East Carolina Chancellor Steve Ballard told campus officials to prepare for a 15 percent budget reductions that one university leader said would have serious and long-lasting impact on the university.

Wilmington City officials say the state budget problems could make the city’s budget situation dire if lawmakers withhold any local revenues. City Manager Sterling Cheatham says “there are more responsible ways to balance the budget.”

Buncombe County House members are fighting to reverse budget cuts to a plant research center, the Bent Creek Institute, that has already identified a dozen plants with medicinal value  for cancer patients.

House leaders decided this week to drop a proposal to shorten the school year by five days to save money after outrage from many quarters. Now they are taking heat over proposals to cut funding for literacy coaches in schools.

All the staunch defenders of the projects in their districts and programs popular with their readers have something else in common too. They are only complaining about the budget cuts. None of them are willing to publicly call for new revenue to protect the local community college or nonprofits that help teachers and students

Most of the editorials that rail against cutting education never demand new taxes to avoid the cuts. Some of the same legislators who complain about state spending in front of the TV cameras are working to make sure a program in their district isn’t  abolished.. Waste is in somebody else's district.

The simple truth is that unless House leaders change their mind and start putting a revenue package together, millions of people in North Carolina will suffer, and not just the patients in mental hospitals or the disabled seniors who no longer have the care at home they need to stay out of an institution.

Every child in a public school will feel the cuts, bigger classes, fewer counselors and school nurses, computers that are out of date, and no teacher assistants to help with a math problem.

Workers who lose half their paycheck and the health insurance that used to come with it won’t be able to take their children to a doctor and the state won’t help any more.

News of the devastation that will result from the House budget cuts is just now beginning to spread. Small town newspaper editors, university leaders, and a few legislators are beginning to understand.

But they need to do more than that. Chancellors and university trustees need to defend their schools by making the case for more revenue, not just fewer cuts.

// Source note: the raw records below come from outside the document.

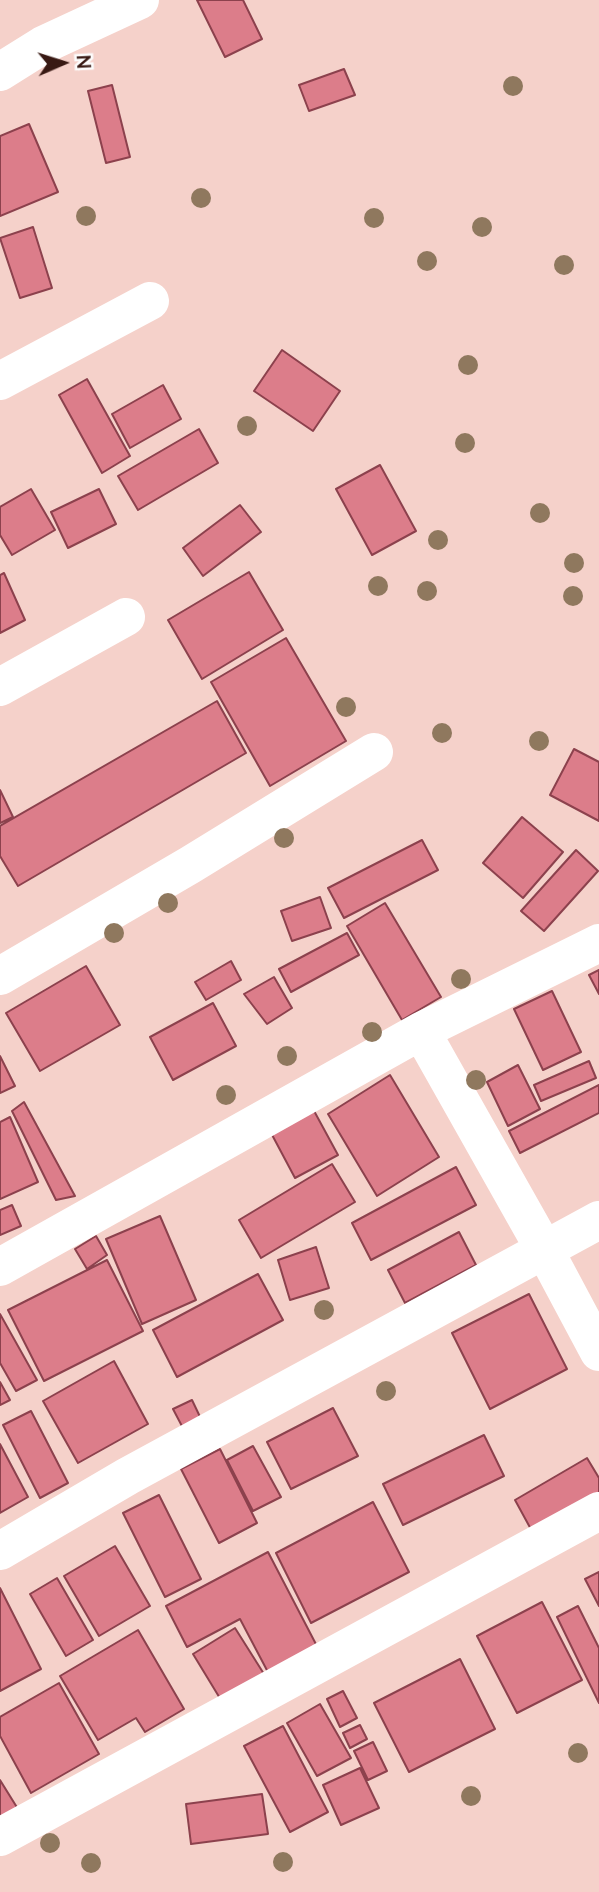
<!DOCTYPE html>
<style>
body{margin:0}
#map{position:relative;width:599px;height:1892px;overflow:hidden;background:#f5d1ca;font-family:Mulish,sans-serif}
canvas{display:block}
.north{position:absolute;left:28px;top:28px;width:70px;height:70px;-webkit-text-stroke:5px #fcfcfc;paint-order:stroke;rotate:87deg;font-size:19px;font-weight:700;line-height:28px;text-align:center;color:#381913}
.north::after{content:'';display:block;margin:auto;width:24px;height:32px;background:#381913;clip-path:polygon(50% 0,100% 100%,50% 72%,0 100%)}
</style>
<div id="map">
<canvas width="599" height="1892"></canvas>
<div class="north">N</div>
</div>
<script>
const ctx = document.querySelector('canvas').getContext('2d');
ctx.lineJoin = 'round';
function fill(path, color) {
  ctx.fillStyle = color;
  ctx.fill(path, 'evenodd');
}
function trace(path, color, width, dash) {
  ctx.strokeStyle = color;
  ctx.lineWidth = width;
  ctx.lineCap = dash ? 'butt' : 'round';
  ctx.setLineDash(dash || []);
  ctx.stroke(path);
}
const building = new Path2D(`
 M197 0H243L262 39 225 57Z
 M344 69 355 95 309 111 299 85Z
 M112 85 130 157 106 163 88 91Z
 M29 124 58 192 0 216V136Z
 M33 227 52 288 20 298 0 238Z
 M282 350 340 391 313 431 254 391Z
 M87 379 130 456 102 473 59 395Z
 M163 385 181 419 130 448 112 414Z
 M199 429 218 463 138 510 118 476Z
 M380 465 416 531 372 555 336 489Z
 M31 489 55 530 12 555 0 535V507Z
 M99 489 116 524 68 548 51 512Z
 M240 505 261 532 203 576 183 548Z
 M249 572 283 630 202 679 168 620Z
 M4 573 25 620 0 633V575Z
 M286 638 346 741 270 786 211 682Z
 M217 701 246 753 18 886 0 856V826Z
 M574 749 599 762V821L550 795Z
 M0 790 13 817 0 823Z
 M522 817 563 852 523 898 483 863Z
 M422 840 438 870 344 918 328 888Z
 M576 850 598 871 544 931 521 911Z
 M320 897 331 928 292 941 281 911Z
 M385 903 441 997 402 1020 347 926Z
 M347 933 359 955 291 992 279 969Z
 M231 961 241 980 206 1000 195 982Z
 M86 966 120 1025 40 1071 6 1013Z
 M599 970V994L589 975Z
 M274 977 292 1008 267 1024 244 994Z
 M552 991 581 1052 543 1070 514 1009Z
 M213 1003 236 1046 173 1080 150 1037Z
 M0 1056 15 1086 0 1093Z
 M589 1061 596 1078 541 1101 534 1085Z
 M518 1065 540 1109 508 1126 487 1082Z
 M390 1075 439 1157 377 1196 328 1114Z
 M599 1085V1113L520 1153 509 1131Z
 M24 1102 75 1196 56 1200 12 1111Z
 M313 1109 338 1155 295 1178 270 1131Z
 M10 1117 38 1182 0 1199V1122Z
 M332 1164 355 1202 261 1258 239 1220Z
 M456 1167 476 1205 371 1260 352 1223Z
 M12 1205 21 1226 0 1235V1210Z
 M160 1216 196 1300 142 1324 106 1239Z
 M459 1232 476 1265 405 1303 388 1270Z
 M96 1236 107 1255 87 1269 75 1249Z
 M316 1247 329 1288 290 1300 278 1260Z
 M107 1260 143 1331 44 1381 8 1310Z
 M258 1274 283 1320 177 1377 153 1330Z
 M529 1294 567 1369 490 1409 452 1333Z
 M0 1314 37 1380 16 1391 0 1363Z
 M114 1361 148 1424 78 1463 43 1401Z
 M0 1382 10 1400 0 1405Z
 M192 1400 202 1421 184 1430 173 1409Z
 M333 1408 358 1456 291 1489 267 1442Z
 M31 1411 68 1483 40 1498 3 1425Z
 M484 1435 504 1476 403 1525 383 1484Z
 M0 1444 28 1497 0 1513Z
 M253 1446 281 1497 253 1511 227 1460Z
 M220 1449 257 1523 219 1543 181 1469Z
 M587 1458 599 1478V1496L533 1533 515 1500Z
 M159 1495 201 1579 165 1597 123 1513Z
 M373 1502 409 1572 311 1623 276 1553Z
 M115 1546 150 1606 99 1636 64 1576Z
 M268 1552 319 1650 270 1676 240 1619 187 1647 166 1606Z
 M599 1572V1606L585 1579Z
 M57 1578 93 1640 66 1656 30 1594Z
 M0 1588 41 1669 0 1691Z
 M542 1602 582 1680 517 1713 477 1636Z
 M578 1606 599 1648V1703L557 1617Z
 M235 1628 264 1674 221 1700 193 1654Z
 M138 1630 184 1709 145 1732 136 1718 98 1740 60 1676Z
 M460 1659 495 1729 409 1772 374 1703Z
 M59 1683 99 1754 31 1793 0 1736V1717Z
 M343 1691 357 1718 340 1727 327 1699Z
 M320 1704 351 1758 317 1776 287 1723Z
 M360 1725 367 1739 350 1748 343 1733Z
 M283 1726 328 1812 290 1832 244 1746Z
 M373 1742 387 1771 368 1780 354 1751Z
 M360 1768 379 1808 341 1825 323 1785Z
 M0 1780 18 1809 0 1820Z
 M262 1794 268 1834 191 1844 186 1804Z`);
fill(building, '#dc7d8a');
trace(building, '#8c414d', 2);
trace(new Path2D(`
 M0 72 43 45 140 0
 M0 381 150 301
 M0 687 126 617
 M0 976 190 865 374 752
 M421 1031 544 1249 599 1352
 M0 1267 421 1031 599 943
 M0 1551 128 1476 599 1220
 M0 1837 599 1511`), '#fff', 38);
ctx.fillStyle = '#8f785e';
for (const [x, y] of [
 [513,86],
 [201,198],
 [86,216],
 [374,218],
 [482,227],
 [427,261],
 [564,265],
 [468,365],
 [247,426],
 [465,443],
 [540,513],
 [438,540],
 [574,563],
 [378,586],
 [427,591],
 [573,596],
 [346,707],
 [442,733],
 [539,741],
 [284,838],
 [168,903],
 [114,933],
 [461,979],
 [372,1032],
 [287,1056],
 [476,1080],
 [226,1095],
 [324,1310],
 [386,1391],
 [578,1753],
 [471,1796],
 [50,1843],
 [283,1862],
 [91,1863]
]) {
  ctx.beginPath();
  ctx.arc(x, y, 10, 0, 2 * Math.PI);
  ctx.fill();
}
</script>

If the vaunted Citizens for Higher Education PAC really wants to help UNC-Chapel Hill, maybe their lobbyists and influential donors can say loudly that lawmakers must raise taxes.

Maybe the well-connected UNC Board of Governors can say it too.

William Harrison needs to say it to protect the public schools. Community College President Scott Ralls needs to weigh in. The silence about taxes from UNC President Erskine Bowles is deafening.  

They all know that lawmakers must raise new revenue this year. It is the only responsible thing to do, to address the shortfall with a balance of budget cuts and tax increases. The lawmakers know it too, really. Now we just have to make them do it.